(Saved data entries)
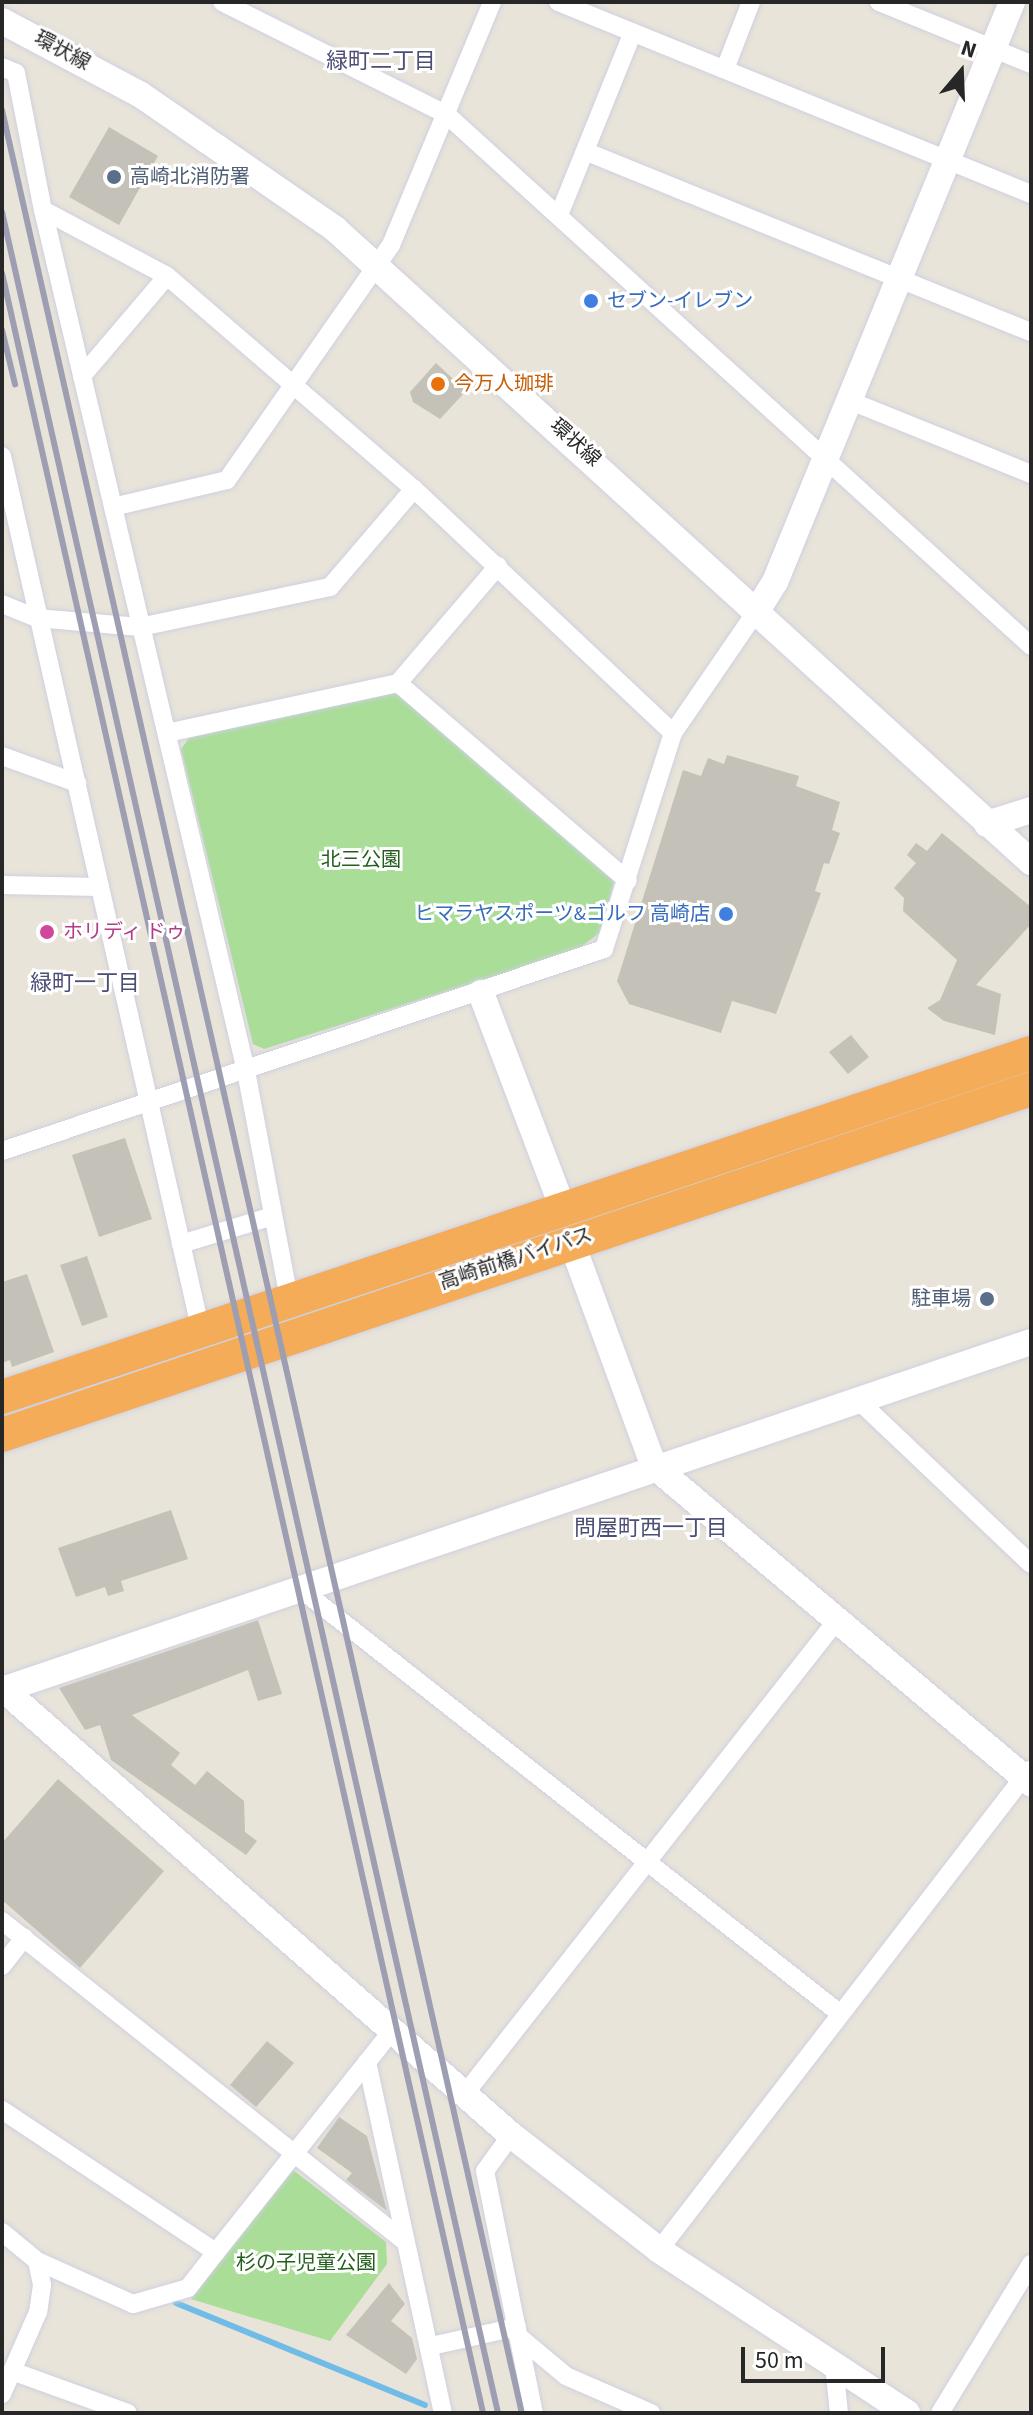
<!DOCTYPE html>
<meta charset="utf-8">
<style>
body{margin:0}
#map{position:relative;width:1033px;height:2415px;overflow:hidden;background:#e9e4d9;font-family:"Source Sans 3","Noto Sans JP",sans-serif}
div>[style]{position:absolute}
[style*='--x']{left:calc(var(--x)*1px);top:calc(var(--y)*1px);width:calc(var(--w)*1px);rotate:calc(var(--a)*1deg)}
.green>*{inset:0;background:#a9dd98}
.stream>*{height:6px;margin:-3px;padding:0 3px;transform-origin:3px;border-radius:3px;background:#71bce7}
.building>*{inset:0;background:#c4c1b9}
.roads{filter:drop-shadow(0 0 2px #cfd0e0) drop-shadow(0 0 2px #cfd0e0)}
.street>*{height:18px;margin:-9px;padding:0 9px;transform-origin:9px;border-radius:9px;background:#fff}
.secondary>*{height:26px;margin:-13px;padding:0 13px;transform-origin:13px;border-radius:13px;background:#fff}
.highway>*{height:34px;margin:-17px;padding:0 17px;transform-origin:17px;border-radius:17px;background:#f4ac59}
.rail>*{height:6px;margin:-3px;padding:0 3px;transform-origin:3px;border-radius:3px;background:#9d9eb1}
.dots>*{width:22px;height:22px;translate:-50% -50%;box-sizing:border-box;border:4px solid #fff;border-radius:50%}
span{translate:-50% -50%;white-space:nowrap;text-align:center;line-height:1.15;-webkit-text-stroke:6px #fff;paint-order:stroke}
.street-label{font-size:20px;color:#272727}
.service-label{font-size:20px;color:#4e5e75}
.left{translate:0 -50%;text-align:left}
.right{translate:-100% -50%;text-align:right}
.shop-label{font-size:20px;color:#366cbe}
.food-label{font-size:20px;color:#c56008}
.park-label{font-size:20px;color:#245f1d}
.hotel-label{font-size:20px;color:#b23c85}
.neighbourhood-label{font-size:22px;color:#4b4e75}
.frame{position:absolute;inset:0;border:4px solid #272727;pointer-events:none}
.north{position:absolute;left:921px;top:32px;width:80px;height:80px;-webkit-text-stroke:6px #fff;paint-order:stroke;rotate:19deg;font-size:22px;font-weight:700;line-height:32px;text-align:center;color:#272727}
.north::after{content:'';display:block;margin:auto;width:28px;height:36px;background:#272727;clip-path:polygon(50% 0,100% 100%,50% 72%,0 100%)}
.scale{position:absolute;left:741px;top:2347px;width:144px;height:36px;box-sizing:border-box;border:4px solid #272727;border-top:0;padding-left:10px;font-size:24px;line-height:28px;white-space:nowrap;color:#272727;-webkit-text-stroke:6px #fff;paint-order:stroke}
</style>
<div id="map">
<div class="green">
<div style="clip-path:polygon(387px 691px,399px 695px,614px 881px,602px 931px,577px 950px,264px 1049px,253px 1044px,181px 749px,189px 738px)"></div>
<div style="clip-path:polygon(293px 2170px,386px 2242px,387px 2264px,330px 2341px,191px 2299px)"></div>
</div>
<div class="stream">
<div style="--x:176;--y:2303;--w:269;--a:22.3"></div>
</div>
<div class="building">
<div style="clip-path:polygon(109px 127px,158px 156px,119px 225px,69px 197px)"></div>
<div style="clip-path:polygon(436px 363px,466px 391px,440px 419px,413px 402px,410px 392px)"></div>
<div style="clip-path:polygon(727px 755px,799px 776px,796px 786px,840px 802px,832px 830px,840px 833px,829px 864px,824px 863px,815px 891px,821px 893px,776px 1014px,732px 1001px,721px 1033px,629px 1004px,617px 981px,683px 770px,701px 776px,708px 758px,724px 764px)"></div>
<div style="clip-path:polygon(942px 833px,1031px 907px,1031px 924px,976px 985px,1001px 994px,995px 1035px,944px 1021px,927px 1008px,940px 1000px,957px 960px,903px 911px,904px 898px,894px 888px,916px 863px,907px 855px,916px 843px,927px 851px)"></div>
<div style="clip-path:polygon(851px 1035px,869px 1057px,848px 1074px,829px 1052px)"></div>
<div style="clip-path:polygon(125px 1138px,152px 1219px,99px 1237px,72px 1155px)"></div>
<div style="clip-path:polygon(87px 1256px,108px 1317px,82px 1326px,60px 1265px)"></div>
<div style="clip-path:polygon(27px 1274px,54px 1352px,12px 1367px,10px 1360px,2px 1363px,2px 1282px)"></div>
<div style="clip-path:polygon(171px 1510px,188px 1559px,121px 1581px,124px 1591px,108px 1596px,105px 1587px,76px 1597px,58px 1548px)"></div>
<div style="clip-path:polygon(258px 1620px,282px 1694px,258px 1701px,248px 1670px,132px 1715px,180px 1753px,171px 1765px,195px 1785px,207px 1771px,244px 1801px,245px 1832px,257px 1841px,246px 1855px,111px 1760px,100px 1725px,85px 1730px,59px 1688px)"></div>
<div style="clip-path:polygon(58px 1779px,164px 1871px,80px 1968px,2px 1900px,2px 1843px)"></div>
<div style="clip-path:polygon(267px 2041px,294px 2063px,256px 2107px,230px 2085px)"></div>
<div style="clip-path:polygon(339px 2117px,367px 2136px,387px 2211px,346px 2180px,352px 2173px,317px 2148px)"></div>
<div style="clip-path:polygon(389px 2283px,405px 2304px,391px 2321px,412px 2338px,417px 2359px,406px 2374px,346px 2335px)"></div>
</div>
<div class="roads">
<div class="street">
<div style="--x:222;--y:2;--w:250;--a:26.6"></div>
<div style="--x:446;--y:114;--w:791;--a:42.28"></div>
<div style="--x:558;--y:2;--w:510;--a:22.09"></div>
<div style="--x:879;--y:2;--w:164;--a:22.2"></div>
<div style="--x:2;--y:67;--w:15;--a:23"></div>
<div style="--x:16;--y:73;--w:140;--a:78.9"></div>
<div style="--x:43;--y:210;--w:885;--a:76.73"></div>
<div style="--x:246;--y:1071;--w:236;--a:79.3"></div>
<div style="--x:725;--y:69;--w:72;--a:-68.8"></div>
<div style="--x:587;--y:152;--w:479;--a:22.1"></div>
<div style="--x:43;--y:210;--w:140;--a:28"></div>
<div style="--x:167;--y:276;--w:326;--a:40.8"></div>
<div style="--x:414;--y:489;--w:356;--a:43.3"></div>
<div style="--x:559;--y:215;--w:197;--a:-68"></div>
<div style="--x:82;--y:376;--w:131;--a:-49.6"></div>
<div style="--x:848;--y:400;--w:197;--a:22"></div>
<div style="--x:2;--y:456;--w:893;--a:77.19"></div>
<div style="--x:113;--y:507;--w:117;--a:-13.3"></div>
<div style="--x:227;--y:480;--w:287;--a:-55.1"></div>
<div style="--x:391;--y:245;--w:263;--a:-67.4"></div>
<div style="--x:2;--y:604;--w:38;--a:22"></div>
<div style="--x:37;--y:618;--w:103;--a:5"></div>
<div style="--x:140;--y:627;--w:194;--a:-11.9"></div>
<div style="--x:330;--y:587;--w:129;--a:-49.4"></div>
<div style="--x:398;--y:683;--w:303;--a:40.7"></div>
<div style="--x:167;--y:733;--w:236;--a:-12.2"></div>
<div style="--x:398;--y:683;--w:154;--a:-49.5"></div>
<div style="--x:2;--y:756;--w:80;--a:19.8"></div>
<div style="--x:2;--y:885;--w:98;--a:1.2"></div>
<div style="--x:2;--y:1151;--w:635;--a:-18.55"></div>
<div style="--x:604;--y:949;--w:227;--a:-72.3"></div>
<div style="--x:673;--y:733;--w:150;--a:-55.6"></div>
<div style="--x:181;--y:1244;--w:96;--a:-16.9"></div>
<div style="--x:858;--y:1400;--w:238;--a:43.5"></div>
<div style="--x:303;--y:1591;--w:681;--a:38.2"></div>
<div style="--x:2;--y:1921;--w:512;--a:38.5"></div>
<div style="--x:2;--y:1966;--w:36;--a:-52"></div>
<div style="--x:367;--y:2062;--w:359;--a:77.8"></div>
<div style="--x:464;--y:2095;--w:604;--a:-51.86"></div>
<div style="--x:2;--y:2110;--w:257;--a:33.6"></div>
<div style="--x:216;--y:2252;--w:283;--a:-51.5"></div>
<div style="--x:511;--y:2135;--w:44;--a:125.8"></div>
<div style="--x:485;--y:2171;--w:247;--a:78.6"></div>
<div style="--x:2;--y:2232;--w:45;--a:39.6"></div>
<div style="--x:37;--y:2261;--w:25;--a:78"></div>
<div style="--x:42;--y:2285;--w:27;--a:98"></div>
<div style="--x:38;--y:2312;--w:90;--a:113.7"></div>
<div style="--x:659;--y:2250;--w:606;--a:-52.37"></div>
<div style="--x:37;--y:2261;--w:105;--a:24.1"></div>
<div style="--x:133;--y:2304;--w:57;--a:-16.2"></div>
<div style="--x:188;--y:2288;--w:46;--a:-52.1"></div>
<div style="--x:518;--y:2336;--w:62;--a:39.8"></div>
<div style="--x:566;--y:2376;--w:93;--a:23.5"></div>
<div style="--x:431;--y:2346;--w:88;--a:-12.5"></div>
<div style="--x:834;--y:2365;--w:48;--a:84.1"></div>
<div style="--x:12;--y:2371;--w:123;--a:19.9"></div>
<div style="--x:940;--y:2413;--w:175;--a:-58.6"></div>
</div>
<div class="secondary">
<div style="--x:2;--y:21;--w:157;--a:28"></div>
<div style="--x:141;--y:95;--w:236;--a:34.6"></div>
<div style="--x:335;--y:229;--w:941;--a:42.29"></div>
<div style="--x:758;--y:609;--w:32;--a:-58"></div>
<div style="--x:775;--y:582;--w:627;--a:-67.77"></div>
<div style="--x:987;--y:824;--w:46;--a:-17.7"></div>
<div style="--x:481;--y:993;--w:234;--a:69.2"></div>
<div style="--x:571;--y:1241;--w:240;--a:69.8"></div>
<div style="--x:654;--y:1466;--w:493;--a:40.1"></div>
<div style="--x:2;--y:1688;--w:677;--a:41.29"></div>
<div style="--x:511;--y:2135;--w:187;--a:37.8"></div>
<div style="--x:659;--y:2250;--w:297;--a:33.3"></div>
<div style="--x:2;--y:1690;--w:1086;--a:-18.69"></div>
</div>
<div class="highway">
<div style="--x:2;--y:1397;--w:1085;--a:-18.49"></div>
<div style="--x:2;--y:1435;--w:1086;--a:-18.59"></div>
</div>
</div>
<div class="rail">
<div style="--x:2;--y:110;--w:2361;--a:77.28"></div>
<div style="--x:2;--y:212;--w:2256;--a:77.3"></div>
<div style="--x:2;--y:273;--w:2193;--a:77.33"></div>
<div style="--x:2;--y:330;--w:56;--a:76.5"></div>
</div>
<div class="dots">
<div style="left:114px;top:177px;background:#5c6f8a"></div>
<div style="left:591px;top:301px;background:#3f7fe0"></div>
<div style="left:438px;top:384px;background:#e8710a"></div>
<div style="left:726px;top:914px;background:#3f7fe0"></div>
<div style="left:47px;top:932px;background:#d1479c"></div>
<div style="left:987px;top:1299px;background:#5c6f8a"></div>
</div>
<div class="street-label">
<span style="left:62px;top:51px;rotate:28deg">環状線</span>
<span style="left:575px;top:443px;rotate:42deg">環状線</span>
<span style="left:516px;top:1259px;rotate:-18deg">高崎前橋バイパス</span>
</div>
<div class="service-label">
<span class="left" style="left:130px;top:177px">高崎北消防署</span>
<span class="right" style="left:971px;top:1299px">駐車場</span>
</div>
<div class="shop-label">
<span class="left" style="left:607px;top:301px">セブン-イレブン</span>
<span class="right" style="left:710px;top:914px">ヒマラヤスポーツ&amp;ゴルフ 高崎店</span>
</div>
<div class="food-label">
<span class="left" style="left:454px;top:384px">今万人珈琲</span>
</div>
<div class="park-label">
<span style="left:361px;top:860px">北三公園</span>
<span style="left:306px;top:2263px">杉の子児童公園</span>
</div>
<div class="hotel-label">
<span class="left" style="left:63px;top:932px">ホリディ ドゥ</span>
</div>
<div class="neighbourhood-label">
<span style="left:381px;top:62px">緑町二丁目</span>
<span style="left:85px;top:984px">緑町一丁目</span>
<span style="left:651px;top:1529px">問屋町西一丁目</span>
</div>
<div class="frame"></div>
<div class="north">N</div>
<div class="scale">50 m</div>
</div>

EXERCISE DIRECTIONS:
Search the entries for the word "stream" and pick out every line that holds it.

RESPONSE:
.stream>*{height:6px;margin:-3px;padding:0 3px;transform-origin:3px;border-radius:3px;background:#71bce7}
<div class="stream">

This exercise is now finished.